I studied photography for three-quarters of my high school career. Some of this time was spent examining the work of Diane Arbus and Imogen Cunningham, but most of it was spent in the school's darkroom. The room was enormous, with two rows of enlargers flanking the walls and a long steel sink dominating the center. I would arrive early to mix the foul-spelling chemicals, always remembering to follow the mantra "Do what you oughta -- add the acid to the watah."
Chemicals mixed, the other students filed in, looking pale in the room's surprisingly bright yellow light. During some procedures, such as experiments with lithography, the yellow lights were switched off in favor of dim red bulbs. It would take my eyes several minutes to become accustomed to the light, but I didn't have to wait that long to get to work, the layout and contents of the room being so familiar.
I don't know for sure, but I assume that the darkroom at my high school is gone, probably replaced with two rows of brightly colored iMacs loaded with Photoshop. Instead of learning how to increase grain by using hot water in the developer solution, I imagine today's students learn how to apply a filter to do so. Instead of handcrafting a piece of cardboard on a wire and waving it under the enlarger's light to soften an area of a print, they manipulate image layers in software.
Some of my most memorable hours of high school were spent in that darkroom, which I am sure sounds more than little pathetic. Sometimes as we worked on our projects, my fellow students and I would sing. One boy whose name I have since forgotten knew the words to countless James Taylor tunes. He would lead us in renditions of "Your Smiling Face" and "Carolina in My Mind" as we watched our images appear like magic in the plastic trays. Alone, I would sing Talking Heads or scat, with little regard for my inability to carry a tune, my volume, or the classrooms sharing the adjacent walls. When I walked into the bright light of the classroom to examine my print, Mrs. Phillips might shoot me a look, but that didn't matter. Morale in the darkroom was high, people were enjoying their time in her class, why would she squelch our joy?
In that darkroom, I fell in like with Amie Ellis-White, an older woman who already had a boyfriend called Drew. In that darkroom, I experimented with making poster-size prints and bas-relief black-and-white lithographs, and I watched world-wise surfer dude named James deftly craft a bong from aluminum foil.

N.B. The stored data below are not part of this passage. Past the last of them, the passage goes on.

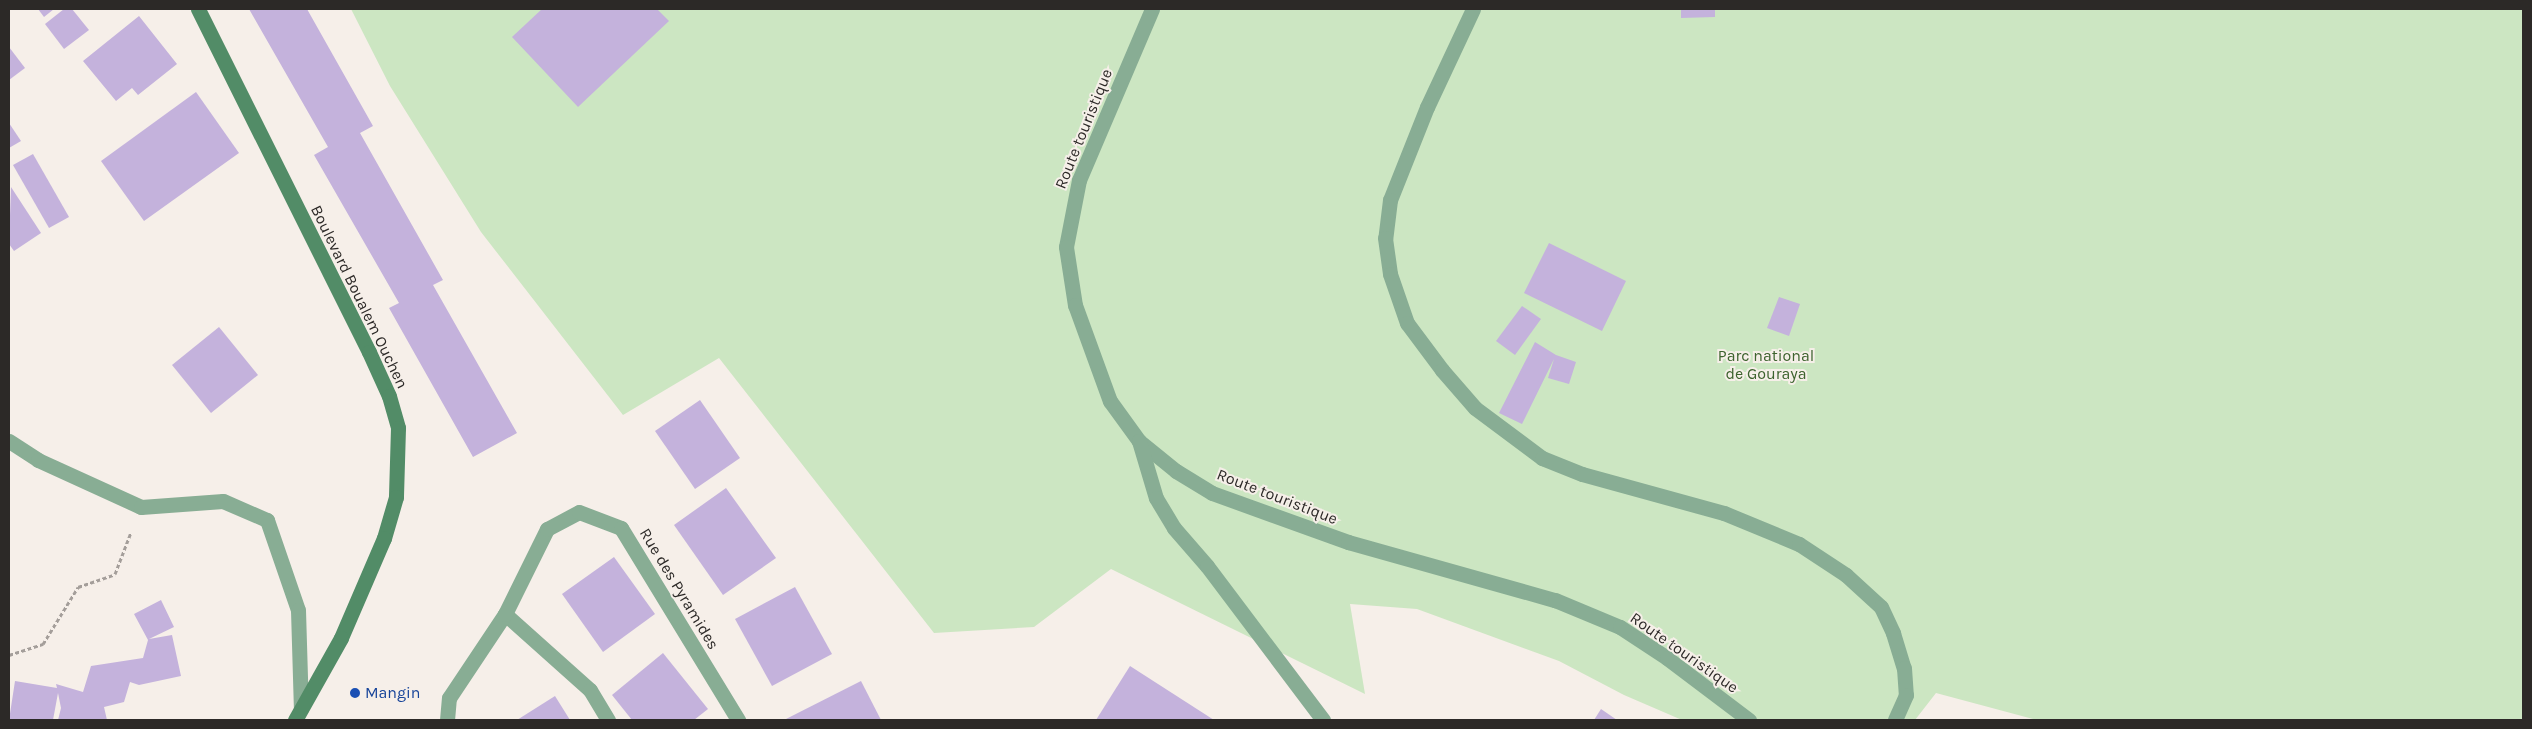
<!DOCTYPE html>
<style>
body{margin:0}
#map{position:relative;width:2532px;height:729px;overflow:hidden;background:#f6efe9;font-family:Karla,sans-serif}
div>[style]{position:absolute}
.green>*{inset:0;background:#cce6c2}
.building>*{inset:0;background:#c4b2dc}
.path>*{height:3px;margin-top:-1.5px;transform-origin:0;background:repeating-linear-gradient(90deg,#a49e9a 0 4px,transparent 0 6.5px)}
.street>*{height:15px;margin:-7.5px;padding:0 7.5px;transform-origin:7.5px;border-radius:7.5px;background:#88ad94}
.secondary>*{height:15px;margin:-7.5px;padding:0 7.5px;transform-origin:7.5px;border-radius:7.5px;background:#528c67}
.dots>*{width:14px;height:14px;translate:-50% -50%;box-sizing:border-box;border:2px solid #f6efe9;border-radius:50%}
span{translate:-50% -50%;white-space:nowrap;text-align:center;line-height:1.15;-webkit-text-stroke:4px #f6efe9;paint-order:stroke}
.street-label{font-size:16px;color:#2c2927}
.park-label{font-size:16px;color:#3d632e}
.transit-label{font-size:16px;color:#164399}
.left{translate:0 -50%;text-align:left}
.frame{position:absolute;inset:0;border:10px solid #2c2927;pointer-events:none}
</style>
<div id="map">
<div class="green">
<i style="clip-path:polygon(351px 9px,2523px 9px,2523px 720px,2037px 720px,1936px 693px,1915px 720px,1682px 720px,1624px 695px,1559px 661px,1417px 609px,1350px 604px,1365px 694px,1111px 569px,1034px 627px,934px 633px,719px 358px,623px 415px,481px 232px,390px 86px)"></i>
</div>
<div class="building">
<i style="clip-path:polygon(38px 9px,54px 9px,44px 17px)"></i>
<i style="clip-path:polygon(64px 9px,72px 9px,89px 30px,64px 49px,45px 24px)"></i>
<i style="clip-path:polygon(249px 9px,307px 9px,373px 126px,360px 133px,443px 280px,433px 285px,517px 433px,473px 457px,389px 308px,399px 303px,314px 155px,328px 147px)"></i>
<i style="clip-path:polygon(542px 9px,657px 9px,669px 21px,578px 107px,512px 37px)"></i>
<i style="clip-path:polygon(1681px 9px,1715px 9px,1715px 17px,1681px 18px)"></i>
<i style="clip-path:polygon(139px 16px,177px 64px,138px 95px,132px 88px,116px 101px,83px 61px)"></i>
<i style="clip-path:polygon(9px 47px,25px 68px,9px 80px)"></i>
<i style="clip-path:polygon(196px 92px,239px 153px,144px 221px,101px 161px)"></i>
<i style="clip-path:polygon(9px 123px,21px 141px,9px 148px)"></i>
<i style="clip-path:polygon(33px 154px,69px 217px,49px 228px,13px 165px)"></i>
<i style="clip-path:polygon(11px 187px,41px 233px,14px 251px,9px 244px)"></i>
<i style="clip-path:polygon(1549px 243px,1626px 281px,1602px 331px,1524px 293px)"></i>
<i style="clip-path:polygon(1779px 297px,1800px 304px,1789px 336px,1767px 328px)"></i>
<i style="clip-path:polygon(1522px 306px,1541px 319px,1515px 355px,1496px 341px)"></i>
<i style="clip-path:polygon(219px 327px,258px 375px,211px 413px,172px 365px)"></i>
<i style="clip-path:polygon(1535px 342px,1556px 355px,1576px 362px,1569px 384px,1548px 378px,1554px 359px,1522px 424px,1499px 413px)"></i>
<i style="clip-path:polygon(700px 400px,740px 458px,695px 489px,655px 431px)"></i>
<i style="clip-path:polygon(726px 488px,776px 558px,723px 595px,674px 525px)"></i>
<i style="clip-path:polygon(614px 557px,655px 614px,603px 652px,562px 594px)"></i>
<i style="clip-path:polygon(795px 587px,832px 654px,772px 686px,735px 619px)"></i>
<i style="clip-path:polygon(161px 600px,174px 627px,149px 639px,172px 635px,181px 676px,139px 685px,130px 682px,124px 702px,104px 707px,107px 720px,58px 720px,61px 708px,58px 693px,53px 720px,9px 720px,15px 681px,57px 688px,56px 684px,83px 692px,91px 666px,143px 658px,148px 640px,134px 614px)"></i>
<i style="clip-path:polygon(663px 653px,708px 709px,694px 720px,632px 720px,612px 695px)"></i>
<i style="clip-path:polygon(1130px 666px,1214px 720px,1096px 720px)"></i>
<i style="clip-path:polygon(861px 681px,881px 720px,784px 720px)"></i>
<i style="clip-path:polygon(555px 696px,570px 720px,517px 720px)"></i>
<i style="clip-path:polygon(1601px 709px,1617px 720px,1594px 720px)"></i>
</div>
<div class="path">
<i style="left:9px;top:655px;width:36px;rotate:-18deg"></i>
<i style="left:43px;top:644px;width:67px;rotate:-58.4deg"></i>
<i style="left:78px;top:587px;width:39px;rotate:-19deg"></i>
<i style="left:115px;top:574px;width:45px;rotate:-69.1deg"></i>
</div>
<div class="street">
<i style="left:1152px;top:9px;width:186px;rotate:113.1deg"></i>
<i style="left:1079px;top:180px;width:68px;rotate:101deg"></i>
<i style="left:1066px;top:247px;width:59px;rotate:81.2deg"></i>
<i style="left:1075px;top:305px;width:102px;rotate:70deg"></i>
<i style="left:1110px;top:401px;width:49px;rotate:54.1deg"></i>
<i style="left:1139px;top:441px;width:48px;rotate:39deg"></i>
<i style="left:1176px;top:471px;width:42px;rotate:31.4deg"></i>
<i style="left:1212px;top:493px;width:145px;rotate:19.8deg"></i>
<i style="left:1348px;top:542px;width:215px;rotate:15.7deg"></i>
<i style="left:1555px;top:600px;width:70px;rotate:22.6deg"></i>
<i style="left:1620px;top:627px;width:56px;rotate:33.4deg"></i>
<i style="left:1667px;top:658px;width:103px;rotate:37.1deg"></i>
<i style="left:1473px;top:9px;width:108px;rotate:115.1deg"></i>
<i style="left:1427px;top:107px;width:100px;rotate:111.7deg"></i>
<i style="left:1390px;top:200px;width:38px;rotate:97deg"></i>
<i style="left:1385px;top:238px;width:36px;rotate:82deg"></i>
<i style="left:1390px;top:274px;width:52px;rotate:70.9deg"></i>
<i style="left:1407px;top:323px;width:59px;rotate:53.3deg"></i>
<i style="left:1442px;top:370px;width:50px;rotate:49deg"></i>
<i style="left:1475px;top:408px;width:84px;rotate:36.7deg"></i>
<i style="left:1542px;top:458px;width:43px;rotate:21.8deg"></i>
<i style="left:1582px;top:474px;width:147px;rotate:15.4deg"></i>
<i style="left:1724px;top:513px;width:81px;rotate:22.5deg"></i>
<i style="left:1799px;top:544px;width:56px;rotate:33.4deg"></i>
<i style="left:1846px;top:575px;width:47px;rotate:42.4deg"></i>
<i style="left:1881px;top:607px;width:29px;rotate:65deg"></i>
<i style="left:1893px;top:633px;width:37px;rotate:73deg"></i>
<i style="left:1904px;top:668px;width:27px;rotate:86deg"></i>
<i style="left:1906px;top:695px;width:27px;rotate:114deg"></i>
<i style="left:9px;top:441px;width:35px;rotate:33deg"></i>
<i style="left:38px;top:460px;width:113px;rotate:24.5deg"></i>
<i style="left:141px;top:507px;width:82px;rotate:-4.2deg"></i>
<i style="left:223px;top:501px;width:48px;rotate:23.4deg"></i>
<i style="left:267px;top:520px;width:95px;rotate:71deg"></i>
<i style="left:298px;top:610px;width:99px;rotate:88.3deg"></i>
<i style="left:1139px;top:441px;width:59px;rotate:73.4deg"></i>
<i style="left:1156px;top:498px;width:35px;rotate:59deg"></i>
<i style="left:1174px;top:528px;width:50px;rotate:49deg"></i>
<i style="left:1207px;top:566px;width:193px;rotate:53deg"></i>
<i style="left:505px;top:614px;width:114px;rotate:41.8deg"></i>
<i style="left:590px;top:690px;width:35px;rotate:59deg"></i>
<i style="left:447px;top:720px;width:22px;rotate:-85deg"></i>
<i style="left:449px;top:698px;width:101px;rotate:-56.3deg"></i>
<i style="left:505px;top:614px;width:95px;rotate:-63.7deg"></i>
<i style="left:547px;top:529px;width:36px;rotate:-28deg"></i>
<i style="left:579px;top:512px;width:45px;rotate:20.9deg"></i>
<i style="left:621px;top:528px;width:225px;rotate:58.6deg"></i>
</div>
<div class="secondary">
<i style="left:198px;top:9px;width:383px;rotate:63.5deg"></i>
<i style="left:369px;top:352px;width:48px;rotate:65.6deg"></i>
<i style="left:389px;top:396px;width:33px;rotate:74deg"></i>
<i style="left:398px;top:428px;width:69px;rotate:91.7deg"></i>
<i style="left:396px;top:497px;width:43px;rotate:106.3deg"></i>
<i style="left:384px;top:538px;width:109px;rotate:113.3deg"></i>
<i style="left:341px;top:638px;width:94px;rotate:119.3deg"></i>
</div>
<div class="dots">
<i style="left:355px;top:693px;background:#1a4fb4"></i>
</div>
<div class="street-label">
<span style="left:1084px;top:129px;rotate:-68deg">Route touristique</span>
<span style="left:359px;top:297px;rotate:64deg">Boulevard Boualem Ouchen</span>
<span style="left:1277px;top:497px;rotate:21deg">Route touristique</span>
<span style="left:679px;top:589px;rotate:59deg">Rue des Pyramides</span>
<span style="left:1684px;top:653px;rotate:35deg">Route touristique</span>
</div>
<div class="park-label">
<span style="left:1766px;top:365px">Parc national<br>de Gouraya</span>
</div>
<div class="transit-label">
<span class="left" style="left:365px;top:693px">Mangin</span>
</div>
<div class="frame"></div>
</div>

If the cops are coming, just ball it up, man.
Traditional darkroom photography is a dying art. If you were to rattle off a long list of reasons why digital photography is superior, I wouldn't argue with you -- it is superior, for a long list of reasons. But today's photography students, hunched in front of their rows of computers, don't get to sing in harmony while manipulating their pictures. I don't imagine that applying the Burn-In Filter can effect the level of joy that I felt using my hands to shape the light that streamed onto photo paper. For that reason alone, paper-and-chemical photography will never really die. Not because some curmudgeon refuses to give up his Bessler enlarger and his Underwood typewriter, but because there is art in the process of creating art. In hand-burning an underexposed corner, in crooning sappy songs while you work, in gliding through the pale yellow light. There's no Photoshop filter for that.